My dad isn’t here, my mother isn’t here, some of your dads and mums aren’t here and there’ll come a
morning when your wife won’t be here. There’ll come a morning when your husband won’t be here,
there’ll come a morning when your son won’t be here or your daughter. There’ll come a morning when
your colleague at work won’t turn up for work. There’ll come a morning when your roommate won’t be
here.
You don’t have forever. Death, loved ones, is not just another great experience. It’s not just
another great part of the rich tapestry of life. Death is it. That’s it, that’s it. You don’t have
another go, and you don’t have another shot at it. It comes once and then the Bible says comes the
judgment.
You and I have a few days. That’s the best way to look at it because the days go so fast. You and I
have a few days here to be pleasant with each other. We have a few days here to be agreeable with
each other — to bring each other into our likeness to Christ — just a few days. And then there’ll
be nothing and you no longer have any days.
These are precious days, loved ones. These are precious days. If you say to me, how do you bring
them into conformity of Jesus? Do I tell them when they’re not being like Jesus? Do I rebuke them
that they are not being like him? Do I preach to them and teach them how to become like him? Do I
tell them what he is like? No, I’ve never done that. It’s already all been done.
Look at Romans in Chapter 6. It’s already been done. All they need is to believe it. It’s Romans
6:3-4, “Do you not know that all of us who have been baptized into Christ Jesus [were baptized years
ago from before the foundation of the world] were baptized into his death? We were buried therefore
with him by baptism into death, so that as Christ was raised from the dead by the glory of the
Father, we too might walk in newness of life.” So, it’s all been done. And there is only one thing
that we have to do, and that’s in Romans 6:11, “So you also must consider yourselves dead to sin and
alive to God in Christ Jesus.” That’s how you bring a person into conformity to Jesus.

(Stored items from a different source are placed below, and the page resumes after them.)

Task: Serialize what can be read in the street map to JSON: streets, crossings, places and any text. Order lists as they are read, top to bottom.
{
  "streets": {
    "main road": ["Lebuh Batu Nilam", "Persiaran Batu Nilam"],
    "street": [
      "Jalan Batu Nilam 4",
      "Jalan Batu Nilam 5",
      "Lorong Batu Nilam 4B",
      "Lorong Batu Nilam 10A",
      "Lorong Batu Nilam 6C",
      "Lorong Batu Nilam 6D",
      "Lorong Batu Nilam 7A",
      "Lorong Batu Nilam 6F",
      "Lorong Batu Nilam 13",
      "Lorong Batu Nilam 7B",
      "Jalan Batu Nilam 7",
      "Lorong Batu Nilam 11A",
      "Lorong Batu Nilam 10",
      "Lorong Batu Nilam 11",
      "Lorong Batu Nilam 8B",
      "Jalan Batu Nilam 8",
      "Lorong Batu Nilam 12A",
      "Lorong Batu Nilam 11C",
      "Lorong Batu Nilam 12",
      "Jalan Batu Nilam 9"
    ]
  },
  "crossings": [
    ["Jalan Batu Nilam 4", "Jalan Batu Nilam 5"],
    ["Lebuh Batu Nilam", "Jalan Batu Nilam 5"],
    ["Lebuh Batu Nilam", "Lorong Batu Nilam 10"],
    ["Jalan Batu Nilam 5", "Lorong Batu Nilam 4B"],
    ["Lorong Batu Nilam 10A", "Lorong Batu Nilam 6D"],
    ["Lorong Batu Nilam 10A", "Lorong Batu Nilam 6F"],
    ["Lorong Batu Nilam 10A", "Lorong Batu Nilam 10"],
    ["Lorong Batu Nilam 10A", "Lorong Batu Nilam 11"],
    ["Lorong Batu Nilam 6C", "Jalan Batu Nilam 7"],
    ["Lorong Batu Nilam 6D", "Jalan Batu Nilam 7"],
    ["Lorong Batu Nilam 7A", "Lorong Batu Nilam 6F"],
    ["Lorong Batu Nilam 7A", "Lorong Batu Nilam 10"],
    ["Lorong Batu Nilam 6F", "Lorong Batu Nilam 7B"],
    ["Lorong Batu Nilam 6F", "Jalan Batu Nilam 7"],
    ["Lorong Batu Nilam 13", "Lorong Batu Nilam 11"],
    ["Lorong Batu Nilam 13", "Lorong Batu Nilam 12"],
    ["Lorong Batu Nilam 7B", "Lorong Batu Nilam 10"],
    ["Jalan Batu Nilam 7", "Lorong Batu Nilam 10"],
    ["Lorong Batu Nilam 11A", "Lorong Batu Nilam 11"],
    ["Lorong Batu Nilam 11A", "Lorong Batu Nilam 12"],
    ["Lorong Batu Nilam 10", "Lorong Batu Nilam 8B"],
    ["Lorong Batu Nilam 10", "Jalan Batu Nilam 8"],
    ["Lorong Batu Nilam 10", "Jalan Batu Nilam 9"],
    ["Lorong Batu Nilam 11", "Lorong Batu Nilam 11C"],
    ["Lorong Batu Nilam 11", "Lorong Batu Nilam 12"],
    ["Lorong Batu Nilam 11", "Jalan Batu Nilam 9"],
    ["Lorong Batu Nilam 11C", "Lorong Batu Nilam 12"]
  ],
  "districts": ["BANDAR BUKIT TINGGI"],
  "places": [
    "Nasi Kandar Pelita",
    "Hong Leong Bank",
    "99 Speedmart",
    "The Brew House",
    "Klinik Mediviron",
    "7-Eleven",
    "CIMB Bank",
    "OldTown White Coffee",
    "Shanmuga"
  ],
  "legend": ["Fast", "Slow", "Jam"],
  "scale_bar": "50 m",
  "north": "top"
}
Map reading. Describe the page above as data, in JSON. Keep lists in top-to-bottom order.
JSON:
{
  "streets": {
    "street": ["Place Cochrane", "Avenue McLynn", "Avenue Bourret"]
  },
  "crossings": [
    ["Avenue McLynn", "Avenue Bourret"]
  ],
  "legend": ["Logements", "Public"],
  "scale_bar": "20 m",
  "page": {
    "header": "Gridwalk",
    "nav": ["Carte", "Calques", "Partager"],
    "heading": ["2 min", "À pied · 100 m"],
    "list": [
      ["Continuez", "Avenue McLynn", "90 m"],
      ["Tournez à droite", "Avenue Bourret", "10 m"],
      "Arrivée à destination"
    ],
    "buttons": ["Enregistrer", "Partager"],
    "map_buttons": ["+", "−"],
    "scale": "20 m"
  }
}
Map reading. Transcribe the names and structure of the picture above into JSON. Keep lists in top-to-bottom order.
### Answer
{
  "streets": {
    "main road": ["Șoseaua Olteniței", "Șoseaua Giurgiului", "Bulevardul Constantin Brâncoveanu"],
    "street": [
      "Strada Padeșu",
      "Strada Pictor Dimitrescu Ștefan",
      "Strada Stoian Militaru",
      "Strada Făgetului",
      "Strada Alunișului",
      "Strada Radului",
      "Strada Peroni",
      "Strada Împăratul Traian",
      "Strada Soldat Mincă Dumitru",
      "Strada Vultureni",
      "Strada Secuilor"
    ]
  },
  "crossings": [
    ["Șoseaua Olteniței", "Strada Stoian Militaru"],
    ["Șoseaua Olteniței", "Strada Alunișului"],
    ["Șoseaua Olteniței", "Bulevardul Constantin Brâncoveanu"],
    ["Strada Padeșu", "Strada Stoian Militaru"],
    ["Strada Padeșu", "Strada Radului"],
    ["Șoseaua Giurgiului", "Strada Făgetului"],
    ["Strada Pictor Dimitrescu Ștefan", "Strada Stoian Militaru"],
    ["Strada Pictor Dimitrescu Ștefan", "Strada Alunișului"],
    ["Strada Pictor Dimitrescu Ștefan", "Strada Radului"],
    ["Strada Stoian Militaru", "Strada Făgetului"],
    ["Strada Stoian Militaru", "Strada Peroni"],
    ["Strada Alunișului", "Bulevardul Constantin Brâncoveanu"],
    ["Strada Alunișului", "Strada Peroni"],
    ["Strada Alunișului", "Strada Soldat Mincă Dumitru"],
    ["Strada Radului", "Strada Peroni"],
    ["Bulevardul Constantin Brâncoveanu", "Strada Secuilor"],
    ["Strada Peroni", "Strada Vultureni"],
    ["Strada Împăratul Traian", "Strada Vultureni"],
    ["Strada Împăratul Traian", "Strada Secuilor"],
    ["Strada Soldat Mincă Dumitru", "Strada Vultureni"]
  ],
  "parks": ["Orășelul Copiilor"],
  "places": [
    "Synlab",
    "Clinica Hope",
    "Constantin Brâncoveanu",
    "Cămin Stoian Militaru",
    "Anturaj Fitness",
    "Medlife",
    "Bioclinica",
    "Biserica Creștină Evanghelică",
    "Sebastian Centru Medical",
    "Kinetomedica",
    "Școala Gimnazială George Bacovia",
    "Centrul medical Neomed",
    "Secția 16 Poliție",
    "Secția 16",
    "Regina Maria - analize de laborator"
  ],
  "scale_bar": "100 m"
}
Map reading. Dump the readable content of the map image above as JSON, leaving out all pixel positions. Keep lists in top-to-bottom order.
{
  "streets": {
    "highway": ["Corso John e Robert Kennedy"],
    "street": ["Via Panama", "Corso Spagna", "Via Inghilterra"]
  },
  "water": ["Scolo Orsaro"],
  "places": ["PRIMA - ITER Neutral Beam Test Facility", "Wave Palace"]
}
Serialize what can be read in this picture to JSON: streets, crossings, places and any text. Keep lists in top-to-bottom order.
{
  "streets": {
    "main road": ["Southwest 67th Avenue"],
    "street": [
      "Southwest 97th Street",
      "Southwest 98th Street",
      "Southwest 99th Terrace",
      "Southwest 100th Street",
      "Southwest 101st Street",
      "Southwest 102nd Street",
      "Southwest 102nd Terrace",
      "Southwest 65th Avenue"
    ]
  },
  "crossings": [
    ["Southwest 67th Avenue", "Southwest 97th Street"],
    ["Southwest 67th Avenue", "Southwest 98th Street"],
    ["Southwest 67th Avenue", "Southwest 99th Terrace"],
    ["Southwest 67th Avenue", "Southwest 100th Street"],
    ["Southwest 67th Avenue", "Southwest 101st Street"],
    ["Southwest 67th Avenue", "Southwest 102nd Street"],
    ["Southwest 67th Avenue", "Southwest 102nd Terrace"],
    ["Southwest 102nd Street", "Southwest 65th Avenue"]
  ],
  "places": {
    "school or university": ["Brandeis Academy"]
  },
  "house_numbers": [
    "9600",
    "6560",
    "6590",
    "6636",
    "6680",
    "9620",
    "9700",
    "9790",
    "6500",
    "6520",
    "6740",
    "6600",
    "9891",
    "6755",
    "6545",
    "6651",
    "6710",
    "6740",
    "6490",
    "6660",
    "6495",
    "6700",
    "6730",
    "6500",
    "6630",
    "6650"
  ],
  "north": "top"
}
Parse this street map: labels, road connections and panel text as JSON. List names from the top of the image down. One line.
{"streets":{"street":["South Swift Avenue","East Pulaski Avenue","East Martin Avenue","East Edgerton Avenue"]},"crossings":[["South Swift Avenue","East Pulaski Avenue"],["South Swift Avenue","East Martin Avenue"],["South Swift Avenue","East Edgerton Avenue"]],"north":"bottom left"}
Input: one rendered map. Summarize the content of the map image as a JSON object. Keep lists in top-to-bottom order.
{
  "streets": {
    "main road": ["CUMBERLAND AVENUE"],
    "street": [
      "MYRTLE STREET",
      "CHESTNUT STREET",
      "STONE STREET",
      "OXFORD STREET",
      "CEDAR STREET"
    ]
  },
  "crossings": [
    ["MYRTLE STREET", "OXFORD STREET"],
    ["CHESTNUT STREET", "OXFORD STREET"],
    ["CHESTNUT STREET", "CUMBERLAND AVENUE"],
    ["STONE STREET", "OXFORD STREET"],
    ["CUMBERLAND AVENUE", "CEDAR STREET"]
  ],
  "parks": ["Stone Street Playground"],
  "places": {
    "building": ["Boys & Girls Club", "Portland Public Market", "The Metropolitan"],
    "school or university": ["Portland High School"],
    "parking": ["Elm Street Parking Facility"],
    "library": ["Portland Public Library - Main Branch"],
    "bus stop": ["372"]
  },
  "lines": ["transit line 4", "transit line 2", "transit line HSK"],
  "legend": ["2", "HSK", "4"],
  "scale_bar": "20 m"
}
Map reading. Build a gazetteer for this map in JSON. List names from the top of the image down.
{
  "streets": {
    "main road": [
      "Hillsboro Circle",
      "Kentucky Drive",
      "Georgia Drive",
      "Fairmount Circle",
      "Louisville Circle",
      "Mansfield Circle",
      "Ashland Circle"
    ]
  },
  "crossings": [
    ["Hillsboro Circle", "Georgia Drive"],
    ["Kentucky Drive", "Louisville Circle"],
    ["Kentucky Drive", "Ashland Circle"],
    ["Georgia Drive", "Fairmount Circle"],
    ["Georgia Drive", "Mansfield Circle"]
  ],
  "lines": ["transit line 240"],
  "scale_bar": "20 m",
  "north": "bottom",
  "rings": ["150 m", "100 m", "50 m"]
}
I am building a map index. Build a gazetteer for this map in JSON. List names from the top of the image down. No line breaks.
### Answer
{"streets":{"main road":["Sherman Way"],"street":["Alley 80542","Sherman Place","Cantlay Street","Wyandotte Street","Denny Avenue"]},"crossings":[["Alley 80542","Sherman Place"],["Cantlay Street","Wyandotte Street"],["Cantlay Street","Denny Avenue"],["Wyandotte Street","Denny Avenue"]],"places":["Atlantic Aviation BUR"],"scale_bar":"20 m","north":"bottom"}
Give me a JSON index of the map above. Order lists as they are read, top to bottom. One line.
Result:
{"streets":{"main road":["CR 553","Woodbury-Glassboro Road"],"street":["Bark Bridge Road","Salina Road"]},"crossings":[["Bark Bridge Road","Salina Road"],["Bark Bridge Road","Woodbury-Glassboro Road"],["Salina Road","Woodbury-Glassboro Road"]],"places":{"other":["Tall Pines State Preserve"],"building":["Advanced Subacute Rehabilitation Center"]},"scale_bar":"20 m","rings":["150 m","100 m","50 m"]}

She is physically tired and probably emotionally tired too. And she ought to get up and get the
children out and that’s her duty. All good wives and mothers do that and I have my own work to
attend to and I have my car to get started. So, she is physically a bit weak and that’s why she
says, “I can’t get up this morning, love.” But, she is emotionally down too. How to bring her into
the conformity of Jesus? Edify her, edify her, it’s from a Latin word “aedificio”, and it means “to
build up, build up”. Build her up into what she is in Jesus. She is being buried with Jesus, she is
being raised with Jesus; it’s all been done. Help her to know that. “Sure love, lie there, I’ll get
the children out and I’ll pray that Jesus will give you his own strength through this day.” That’s
it.
That’s how you do it. You’re pleasant, you are agreeable, you bear the weakness and you do
everything to lift them up into what they are in — because if once they begin to exercise that
faith, they’ll take off. And your job is to lift them into that faith and not to beat them down or
to rebuke them, but to lift them into the faith. So, he’s struggling with the faucet. He’s a man, he
should be able to fix a faucet, and it’s not hard to put a washer in a faucet. The poor guy is
struggling with it and he’s trying to rush out to do something else. And you say to him, “Love, it
doesn’t matter about the faucet.” And it actually does matter. But you say it doesn’t matter. “I’ll
manage without it and we’ll get it fixed; we’ll get that fixed later on. I know you didn’t do it and
I’ll pray that Jesus will show you the way to do it. It’ll come.” That’s it. That’s it.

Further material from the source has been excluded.